The novel is divided into four sections, three of which take place in early April 1928 and one in June, 1910, though all four refer extensively back to the past. Faulkner, in later editions, provided a detailed background to the Compsons. For our purposes, the main characters are the four Compson children. The oldest is Quentin (a male), his sister, Candace, known as Caddy, their mentally retarded brother, Benjy (formerly Maury) and the youngest brother, Jason. Other significant characters are their parents, Jason and Caroline, their grandmother, Damuddy, whose funeral is key, Caddy’s illegitimate daughter, also called Quentin, and the black servants, Dilsey, the matriarch, and her sons and grandson who look after the mentally retarded Benjy during his life.

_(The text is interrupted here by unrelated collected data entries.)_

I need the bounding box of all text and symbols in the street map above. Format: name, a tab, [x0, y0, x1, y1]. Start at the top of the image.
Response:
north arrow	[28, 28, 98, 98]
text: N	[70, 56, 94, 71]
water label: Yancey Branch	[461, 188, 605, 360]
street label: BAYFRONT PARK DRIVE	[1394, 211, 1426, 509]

The first section, nominally set in April 1928, is narrated by the thirty-three year old, mentally retarded Benjy. Benjy has little concept of time, so jumps back and forward, which, till you have read the rest of the book, is quite confusing. In particular, he recounts Damuddy’s funeral, for which the children have been sent outside and which can only be seen by Caddy, who climbs up the pear tree to see inside and reveals her muddy drawers to her three brothers, all who react differently to this sight. Benjy is an embarrassment to the family and, indeed, his name is changed (from Maury) in order not to embarrass his Uncle Maury. But Caddy is devoted to him, the only one of the family who is. Accordingly, much of this section is about Caddy.
The second section jumps back to 1910 and recounts (as we only later find out) Quentin’s (the brother) last day alive, as he will kill himself later that day. Quentin is confused and, as a result, his thoughts are also somewhat confused. However, we learn that he is particularly fond of his sister, perhaps too fond, verging on incest. He does have the old-fashioned Southern view of women and tries (unsuccessfully) to protect his sister from men and gets beaten both when he confronts Dalton Ames, the man who impregnated her, and on this day, when he confronts a man who looks like Ames. In his wanderings around Boston (he is at Harvard) he is followed by a lost young Italian girl who does not seem to speak English and whom he is accused of abducting and whom he calls sister.
The third to speak, back in April 1928, is Jason, the youngest and most bitter. Jason is a nasty piece of work, particularly to his niece, Quentin, who is now living with the Compson family. He is greedy and cheats his niece out of the money his sister sends her daughter. But this section is where we learn the other bad things that have happened to the family and show how it has fallen. We learn of Quentin’s suicide, Caddy’s divorce, the fact that the family has had Benjy castrated because they feel he might be a danger, and that their father was an alcoholic and also fairly nasty.
The final section – also April 1928 – is told from the narrator’s point of view. It will be noted that, though she might be the central character, Caddy does not have her own section. We only see her through the (somewhat distorted) eyes of her brothers. Much of the emphasis is on Dilsey and we see that it is she alone who behaves well, though she does predict the end of the family. Jason again behaves badly, emphasising the decline of the family. Like other great works of the twentieth century, you cannot just read this novel once. You have to read it several times to appreciate both its complexity and how cleverly Faulkner has shown us both the decline of a family but also a picture of a character – Caddy – from widely different perspectives, even if they are all three her brothers.